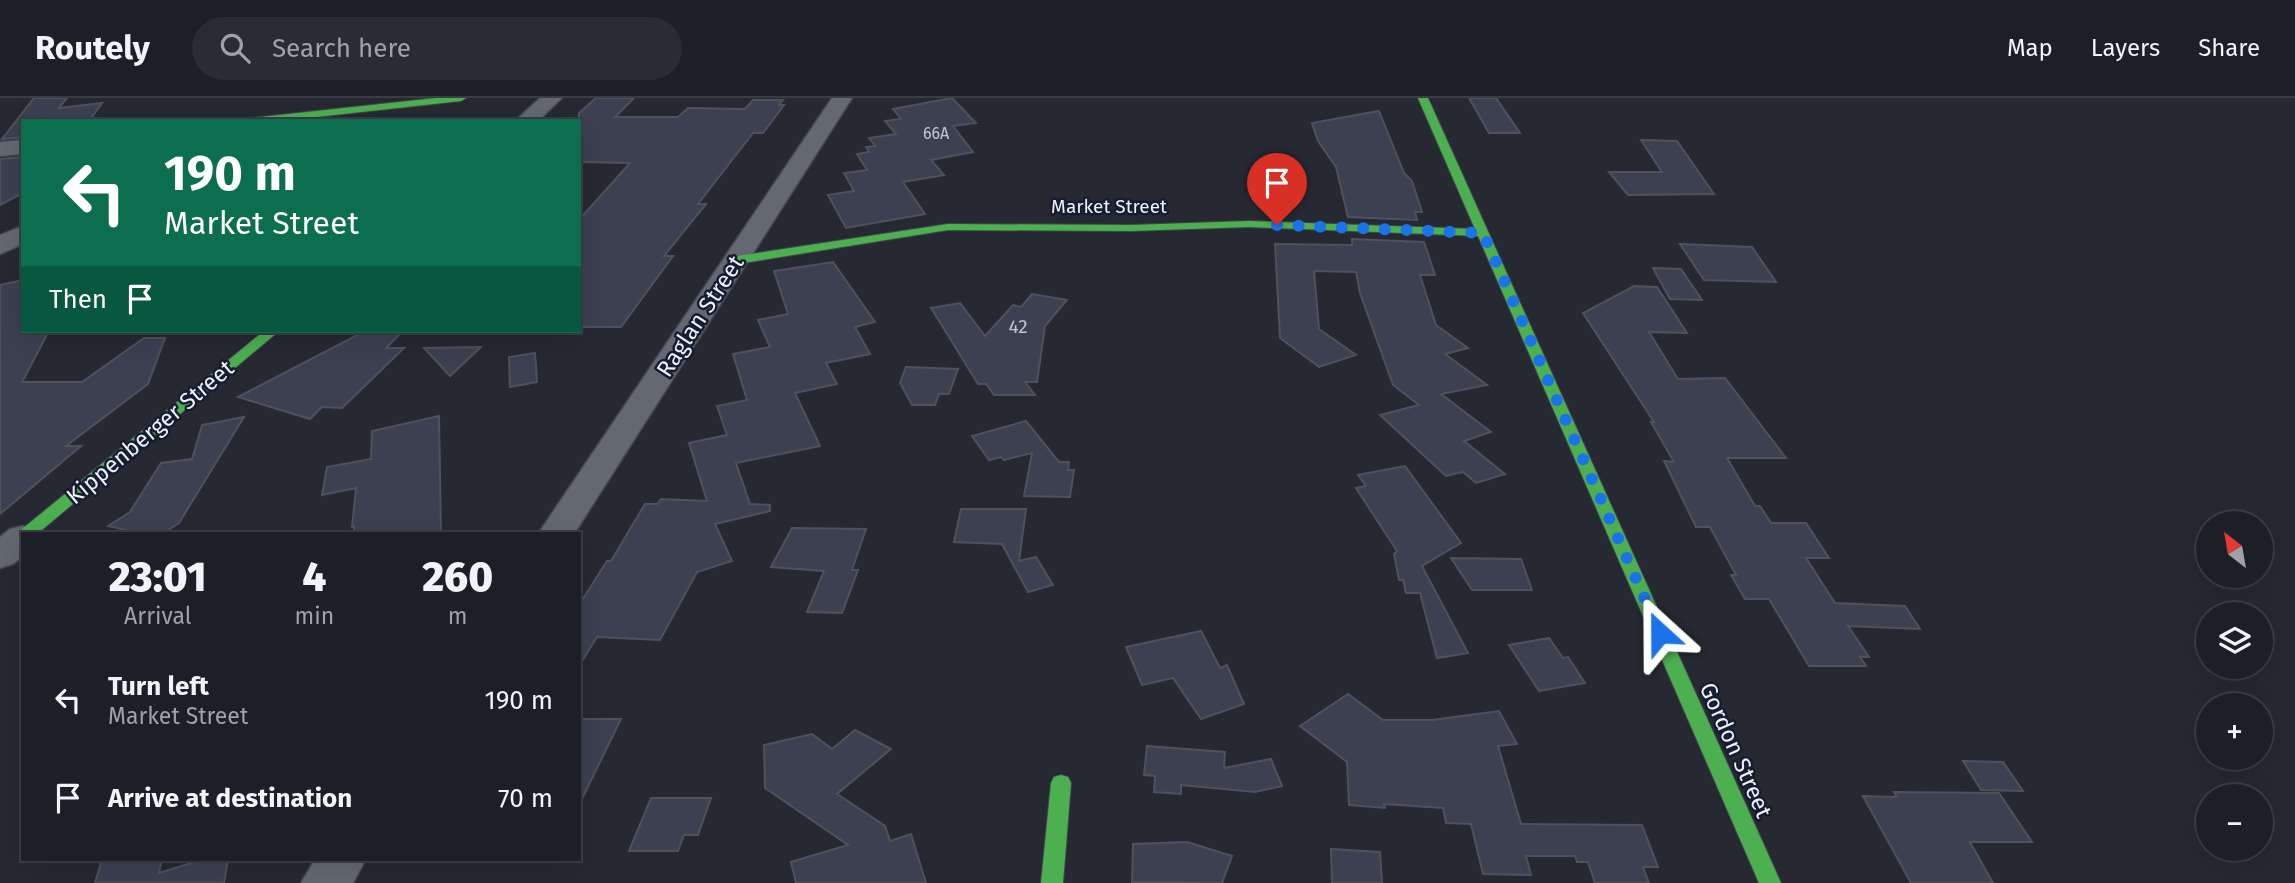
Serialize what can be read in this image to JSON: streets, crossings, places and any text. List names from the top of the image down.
{
  "streets": {
    "street": [
      "Market Street",
      "Raglan Street",
      "Kippenberger Street",
      "Gordon Street"
    ]
  },
  "crossings": [
    ["Market Street", "Raglan Street"],
    ["Market Street", "Gordon Street"]
  ],
  "house_numbers": ["66A", "42"],
  "north": "top left",
  "page": {
    "header": "Routely",
    "search": "Search here",
    "nav": ["Map", "Layers", "Share"],
    "turn": ["190 m", "Market Street"],
    "then": "Then",
    "map_buttons": ["+", "−"],
    "eta": [
      "23:01",
      "Arrival",
      "4",
      "min",
      "260",
      "m"
    ],
    "list": [
      {
        "name": "Turn left",
        "note": "Market Street",
        "value": "190 m"
      },
      {
        "name": "Arrive at destination",
        "value": "70 m"
      }
    ]
  }
}
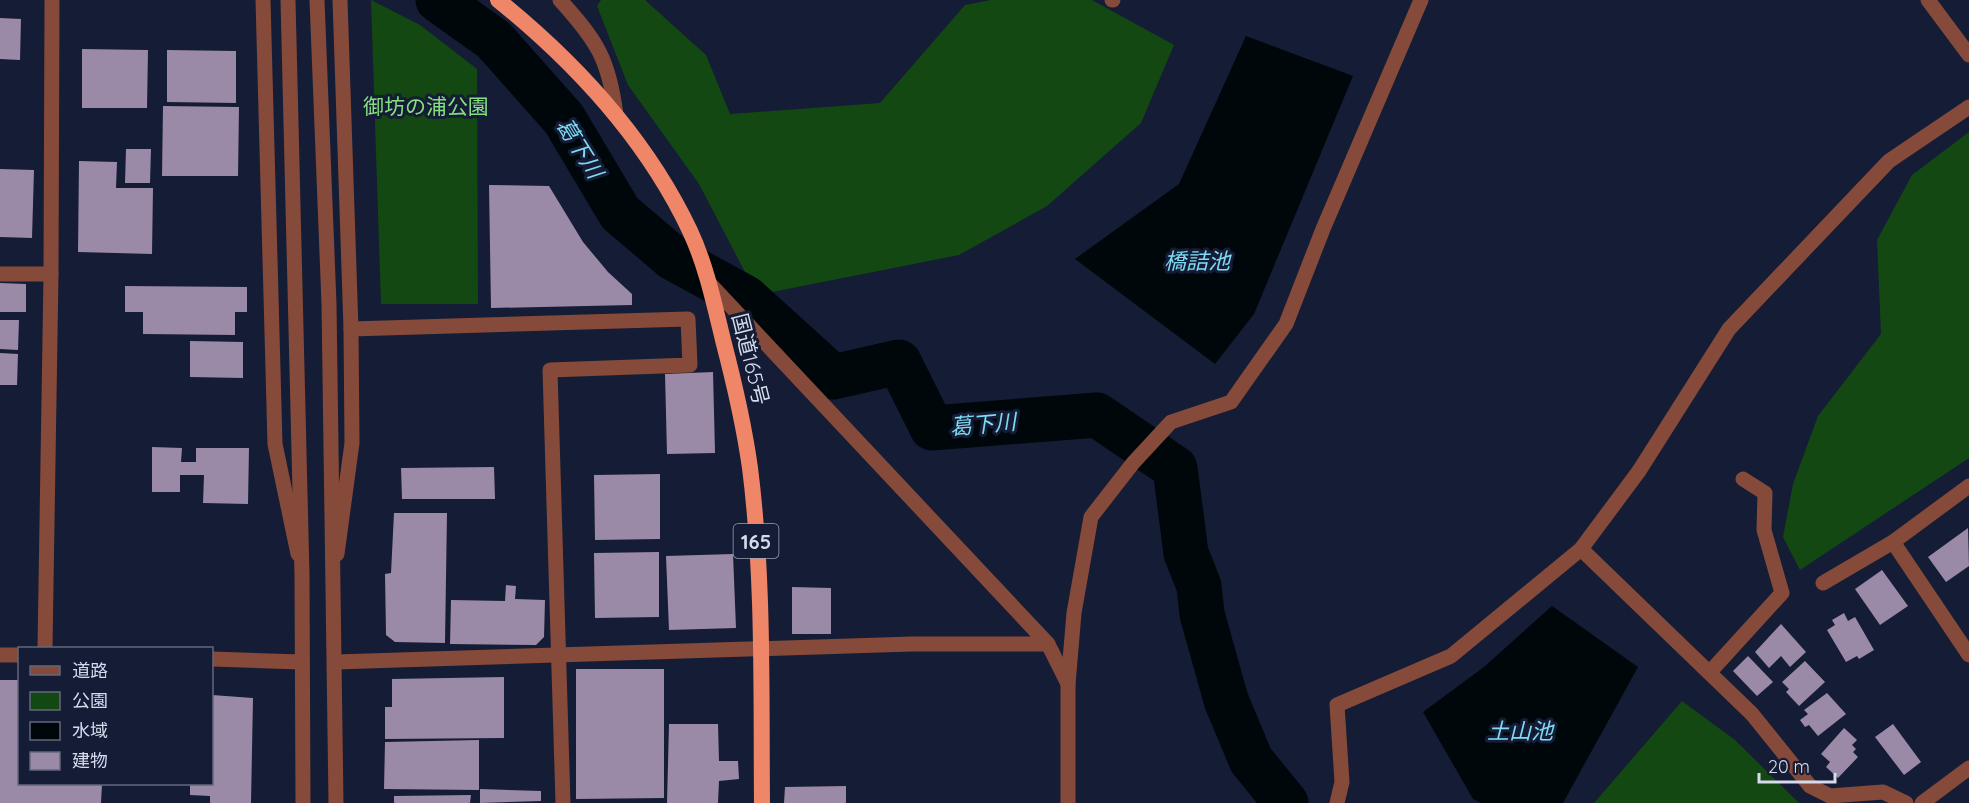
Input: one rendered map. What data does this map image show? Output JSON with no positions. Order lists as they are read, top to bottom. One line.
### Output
{"streets":{"highway":["国道165号","165"]},"water":["葛下川","橋詰池","土山池"],"parks":["御坊の浦公園"],"legend":["道路","公園","水域","建物"],"scale_bar":"20 m"}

• • • • •

## Instructions for the task
Give the data back exactly, omitting all pictures.

## Solution below
Serialize what can be read in this image to JSON: streets, crossings, places and any text. List names from the top of the image down.
{
  "streets": {
    "street": [
      "Market Street",
      "Raglan Street",
      "Kippenberger Street",
      "Gordon Street"
    ]
  },
  "crossings": [
    ["Market Street", "Raglan Street"],
    ["Market Street", "Gordon Street"]
  ],
  "house_numbers": ["66A", "42"],
  "north": "top left",
  "page": {
    "header": "Routely",
    "search": "Search here",
    "nav": ["Map", "Layers", "Share"],
    "turn": ["190 m", "Market Street"],
    "then": "Then",
    "map_buttons": ["+", "−"],
    "eta": [
      "23:01",
      "Arrival",
      "4",
      "min",
      "260",
      "m"
    ],
    "list": [
      {
        "name": "Turn left",
        "note": "Market Street",
        "value": "190 m"
      },
      {
        "name": "Arrive at destination",
        "value": "70 m"
      }
    ]
  }
}
Input: one rendered map. What data does this map image show? Output JSON with no positions. Order lists as they are read, top to bottom. One line.
### Output
{"streets":{"highway":["国道165号","165"]},"water":["葛下川","橋詰池","土山池"],"parks":["御坊の浦公園"],"legend":["道路","公園","水域","建物"],"scale_bar":"20 m"}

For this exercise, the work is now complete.